I have Anubias attached to mapawni driftwood with black sewing thread and Java fern attached to lava rock with the same type thread. I also float Water wisteria, Java fern and Pennywort attached to floating pieces of driftwood.

By using plants that don't need to be planted in the gravel, you don't disturb the bottom and have all the debris floating in the tank water.

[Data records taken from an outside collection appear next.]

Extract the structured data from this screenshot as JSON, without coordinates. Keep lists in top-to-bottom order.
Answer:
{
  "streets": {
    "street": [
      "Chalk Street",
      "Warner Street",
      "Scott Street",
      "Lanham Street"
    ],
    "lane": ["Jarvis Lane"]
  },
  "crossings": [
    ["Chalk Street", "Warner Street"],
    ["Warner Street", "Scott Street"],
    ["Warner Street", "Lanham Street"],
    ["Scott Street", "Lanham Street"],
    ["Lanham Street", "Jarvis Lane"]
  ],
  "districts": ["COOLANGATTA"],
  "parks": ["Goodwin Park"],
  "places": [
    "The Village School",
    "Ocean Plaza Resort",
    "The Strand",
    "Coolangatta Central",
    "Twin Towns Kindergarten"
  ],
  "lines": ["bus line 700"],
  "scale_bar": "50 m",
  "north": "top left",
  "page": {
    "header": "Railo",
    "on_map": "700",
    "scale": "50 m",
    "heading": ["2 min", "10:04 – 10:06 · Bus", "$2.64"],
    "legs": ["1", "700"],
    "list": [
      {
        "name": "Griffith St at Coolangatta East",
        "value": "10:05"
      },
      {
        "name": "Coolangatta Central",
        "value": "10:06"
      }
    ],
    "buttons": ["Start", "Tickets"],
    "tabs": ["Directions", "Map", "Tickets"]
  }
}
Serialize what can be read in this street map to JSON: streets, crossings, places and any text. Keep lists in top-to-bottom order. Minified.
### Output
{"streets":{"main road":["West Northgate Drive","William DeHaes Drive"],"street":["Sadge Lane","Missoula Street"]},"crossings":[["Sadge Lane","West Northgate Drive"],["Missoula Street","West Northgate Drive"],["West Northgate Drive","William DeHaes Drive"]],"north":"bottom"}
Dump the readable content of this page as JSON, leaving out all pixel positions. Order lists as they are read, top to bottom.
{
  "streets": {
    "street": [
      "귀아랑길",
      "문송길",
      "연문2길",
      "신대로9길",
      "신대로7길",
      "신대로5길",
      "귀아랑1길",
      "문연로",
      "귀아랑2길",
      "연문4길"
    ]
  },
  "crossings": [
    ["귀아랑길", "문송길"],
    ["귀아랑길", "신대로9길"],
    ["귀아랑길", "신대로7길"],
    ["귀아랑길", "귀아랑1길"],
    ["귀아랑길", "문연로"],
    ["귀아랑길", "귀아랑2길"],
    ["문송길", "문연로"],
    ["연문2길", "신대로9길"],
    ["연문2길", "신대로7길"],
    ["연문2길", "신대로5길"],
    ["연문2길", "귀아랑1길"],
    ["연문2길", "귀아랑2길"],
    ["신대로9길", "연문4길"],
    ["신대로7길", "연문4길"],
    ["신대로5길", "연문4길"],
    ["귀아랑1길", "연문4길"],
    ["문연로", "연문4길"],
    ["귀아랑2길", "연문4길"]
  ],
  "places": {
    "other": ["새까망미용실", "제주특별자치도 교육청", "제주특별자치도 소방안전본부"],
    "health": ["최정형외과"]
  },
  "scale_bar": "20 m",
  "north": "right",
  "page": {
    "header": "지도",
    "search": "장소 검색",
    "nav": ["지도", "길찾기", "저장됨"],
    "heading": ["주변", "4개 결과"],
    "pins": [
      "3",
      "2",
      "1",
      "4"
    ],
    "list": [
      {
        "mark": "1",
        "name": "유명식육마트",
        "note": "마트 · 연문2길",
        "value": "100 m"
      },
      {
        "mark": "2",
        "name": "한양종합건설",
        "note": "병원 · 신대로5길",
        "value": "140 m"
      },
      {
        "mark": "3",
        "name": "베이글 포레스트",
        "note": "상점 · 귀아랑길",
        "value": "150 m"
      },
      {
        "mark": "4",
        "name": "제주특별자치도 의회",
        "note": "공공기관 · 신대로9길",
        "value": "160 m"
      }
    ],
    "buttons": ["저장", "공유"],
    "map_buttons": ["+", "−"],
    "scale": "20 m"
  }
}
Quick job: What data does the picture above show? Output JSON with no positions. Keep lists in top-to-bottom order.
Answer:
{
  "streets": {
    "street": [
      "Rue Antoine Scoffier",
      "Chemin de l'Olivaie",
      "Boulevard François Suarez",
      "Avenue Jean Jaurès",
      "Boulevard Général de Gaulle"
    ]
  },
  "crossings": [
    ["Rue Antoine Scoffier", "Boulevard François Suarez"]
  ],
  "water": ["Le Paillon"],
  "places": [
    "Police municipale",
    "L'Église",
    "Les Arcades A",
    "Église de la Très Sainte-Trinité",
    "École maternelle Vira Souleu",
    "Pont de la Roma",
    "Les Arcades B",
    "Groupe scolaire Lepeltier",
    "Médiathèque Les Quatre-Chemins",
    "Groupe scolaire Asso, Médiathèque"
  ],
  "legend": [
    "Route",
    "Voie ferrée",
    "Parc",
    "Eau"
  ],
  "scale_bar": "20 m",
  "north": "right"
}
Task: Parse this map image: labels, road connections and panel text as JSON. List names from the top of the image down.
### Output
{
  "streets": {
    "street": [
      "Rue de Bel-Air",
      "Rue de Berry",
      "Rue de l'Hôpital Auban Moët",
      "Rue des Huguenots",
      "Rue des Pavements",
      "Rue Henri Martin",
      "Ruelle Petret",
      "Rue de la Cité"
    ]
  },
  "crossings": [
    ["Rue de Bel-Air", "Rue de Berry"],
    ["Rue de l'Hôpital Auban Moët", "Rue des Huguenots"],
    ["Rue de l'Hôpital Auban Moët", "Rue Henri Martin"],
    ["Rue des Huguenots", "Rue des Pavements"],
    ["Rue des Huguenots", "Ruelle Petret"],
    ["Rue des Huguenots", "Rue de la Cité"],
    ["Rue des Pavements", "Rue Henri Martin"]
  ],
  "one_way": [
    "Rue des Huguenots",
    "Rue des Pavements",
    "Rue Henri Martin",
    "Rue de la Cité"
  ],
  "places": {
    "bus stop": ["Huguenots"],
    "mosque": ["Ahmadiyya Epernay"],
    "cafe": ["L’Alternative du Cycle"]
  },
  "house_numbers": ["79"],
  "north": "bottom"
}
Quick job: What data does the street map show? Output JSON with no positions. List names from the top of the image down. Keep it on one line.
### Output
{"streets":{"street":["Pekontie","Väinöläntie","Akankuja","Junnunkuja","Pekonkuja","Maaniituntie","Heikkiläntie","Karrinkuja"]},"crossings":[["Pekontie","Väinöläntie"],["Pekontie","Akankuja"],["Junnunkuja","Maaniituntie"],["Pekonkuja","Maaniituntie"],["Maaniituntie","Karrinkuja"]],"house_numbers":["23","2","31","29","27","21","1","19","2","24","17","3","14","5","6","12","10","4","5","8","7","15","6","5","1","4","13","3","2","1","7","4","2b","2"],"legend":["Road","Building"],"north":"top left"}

If you have any specific questions on planted tanks, just PM me anytime.

B


----------



## whitetiger61 (Aug 2, 2011)

several low light plants will thrive on the one bulb you have as stated above and co2 is a nice addition but definitely not necessary unless you get the bug like most of us and want to start growing more light demanding plants then you will need to up grade the lighting and possibly co2...no need to take fish out just remove the plastic plants and add live plants to your tank.. hope that helps you some.

Rick


----------



## jrman83 (Jul 9, 2010)

CO2 is not hardly ever needed unless you have a powerful light and you need to keep the algae away. Many believe this algae is the nice green kind that covers your glass or deco, but it's not. The two main things a plant needs is light and CO2. A high powered light will drive the plant to grow, which will in turn drive the need for more CO2. If it is not there the plant becomes weakened and the black brush algae (BBA) will start to cover the plant. This is not an overnight process.

CO2 in low light tanks is a nice addition because you see growth rates that you may have only seen in higher light levels. You will grow the plant faster and it will be more healthier. I would encourage anyone with a smaller tank that wants to grow plants to try it. Those that have never tried to use CO2 have no idea how different their plants would look if they'd try it. Just food for thought.


----------



## whitetiger61 (Aug 2, 2011)

jrman83 said:


> CO2 is not hardly ever needed unless you have a powerful light and you need to keep the algae away. Many believe this algae is the nice green kind that covers your glass or deco, but it's not. The two main things a plant needs is light and CO2. A high powered light will drive the plant to grow, which will in turn drive the need for more CO2. If it is not there the plant becomes weakened and the black brush algae (BBA) will start to cover the plant. This is not an overnight process.
> 
> CO2 in low light tanks is a nice addition because you see growth rates that you may have only seen in higher light levels. You will grow the plant faster and it will be more healthier. I would encourage anyone with a smaller tank that wants to grow plants to try it. Those that have never tried to use CO2 have no idea how different their plants would look if they'd try it. Just food for thought.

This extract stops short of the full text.